→ **Saved data entries**:
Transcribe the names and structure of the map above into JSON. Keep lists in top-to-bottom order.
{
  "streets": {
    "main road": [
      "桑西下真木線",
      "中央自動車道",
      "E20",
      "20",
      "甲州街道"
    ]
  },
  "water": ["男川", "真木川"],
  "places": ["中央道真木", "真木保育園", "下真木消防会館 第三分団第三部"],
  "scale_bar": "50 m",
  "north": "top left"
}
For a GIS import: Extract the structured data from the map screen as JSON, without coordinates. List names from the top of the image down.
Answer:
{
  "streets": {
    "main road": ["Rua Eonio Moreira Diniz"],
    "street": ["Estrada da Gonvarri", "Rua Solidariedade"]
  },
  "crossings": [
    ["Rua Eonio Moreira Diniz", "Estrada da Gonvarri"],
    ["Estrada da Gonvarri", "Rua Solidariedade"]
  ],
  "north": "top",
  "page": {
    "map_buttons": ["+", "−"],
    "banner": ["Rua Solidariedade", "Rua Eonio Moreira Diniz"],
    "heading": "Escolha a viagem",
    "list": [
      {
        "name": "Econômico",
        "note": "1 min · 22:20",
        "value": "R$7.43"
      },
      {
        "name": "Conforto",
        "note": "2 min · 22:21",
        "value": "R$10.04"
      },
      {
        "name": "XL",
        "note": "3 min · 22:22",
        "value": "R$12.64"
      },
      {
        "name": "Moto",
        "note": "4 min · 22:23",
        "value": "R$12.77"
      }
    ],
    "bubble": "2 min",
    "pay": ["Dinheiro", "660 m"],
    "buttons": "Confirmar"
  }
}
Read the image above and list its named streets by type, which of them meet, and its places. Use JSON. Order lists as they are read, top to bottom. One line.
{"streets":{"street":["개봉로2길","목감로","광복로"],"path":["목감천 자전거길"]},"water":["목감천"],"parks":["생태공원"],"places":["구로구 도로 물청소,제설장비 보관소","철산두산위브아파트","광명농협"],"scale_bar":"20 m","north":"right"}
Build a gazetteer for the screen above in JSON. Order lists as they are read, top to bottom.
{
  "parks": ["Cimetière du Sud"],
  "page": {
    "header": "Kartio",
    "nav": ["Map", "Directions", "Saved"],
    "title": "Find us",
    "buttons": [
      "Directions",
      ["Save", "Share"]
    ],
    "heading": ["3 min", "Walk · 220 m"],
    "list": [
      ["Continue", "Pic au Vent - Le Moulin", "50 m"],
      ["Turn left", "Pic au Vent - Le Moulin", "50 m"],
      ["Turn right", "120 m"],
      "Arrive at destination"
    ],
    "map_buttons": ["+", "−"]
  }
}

→ **About this exercise**: Transcribe every entry exactly as it reads.

→ **Output of the task**:
Transcribe the names and structure of the map above into JSON. Keep lists in top-to-bottom order.
{
  "streets": {
    "main road": [
      "桑西下真木線",
      "中央自動車道",
      "E20",
      "20",
      "甲州街道"
    ]
  },
  "water": ["男川", "真木川"],
  "places": ["中央道真木", "真木保育園", "下真木消防会館 第三分団第三部"],
  "scale_bar": "50 m",
  "north": "top left"
}
For a GIS import: Extract the structured data from the map screen as JSON, without coordinates. List names from the top of the image down.
Answer:
{
  "streets": {
    "main road": ["Rua Eonio Moreira Diniz"],
    "street": ["Estrada da Gonvarri", "Rua Solidariedade"]
  },
  "crossings": [
    ["Rua Eonio Moreira Diniz", "Estrada da Gonvarri"],
    ["Estrada da Gonvarri", "Rua Solidariedade"]
  ],
  "north": "top",
  "page": {
    "map_buttons": ["+", "−"],
    "banner": ["Rua Solidariedade", "Rua Eonio Moreira Diniz"],
    "heading": "Escolha a viagem",
    "list": [
      {
        "name": "Econômico",
        "note": "1 min · 22:20",
        "value": "R$7.43"
      },
      {
        "name": "Conforto",
        "note": "2 min · 22:21",
        "value": "R$10.04"
      },
      {
        "name": "XL",
        "note": "3 min · 22:22",
        "value": "R$12.64"
      },
      {
        "name": "Moto",
        "note": "4 min · 22:23",
        "value": "R$12.77"
      }
    ],
    "bubble": "2 min",
    "pay": ["Dinheiro", "660 m"],
    "buttons": "Confirmar"
  }
}
Read the image above and list its named streets by type, which of them meet, and its places. Use JSON. Order lists as they are read, top to bottom. One line.
{"streets":{"street":["개봉로2길","목감로","광복로"],"path":["목감천 자전거길"]},"water":["목감천"],"parks":["생태공원"],"places":["구로구 도로 물청소,제설장비 보관소","철산두산위브아파트","광명농협"],"scale_bar":"20 m","north":"right"}
Build a gazetteer for the screen above in JSON. Order lists as they are read, top to bottom.
{
  "parks": ["Cimetière du Sud"],
  "page": {
    "header": "Kartio",
    "nav": ["Map", "Directions", "Saved"],
    "title": "Find us",
    "buttons": [
      "Directions",
      ["Save", "Share"]
    ],
    "heading": ["3 min", "Walk · 220 m"],
    "list": [
      ["Continue", "Pic au Vent - Le Moulin", "50 m"],
      ["Turn left", "Pic au Vent - Le Moulin", "50 m"],
      ["Turn right", "120 m"],
      "Arrive at destination"
    ],
    "map_buttons": ["+", "−"]
  }
}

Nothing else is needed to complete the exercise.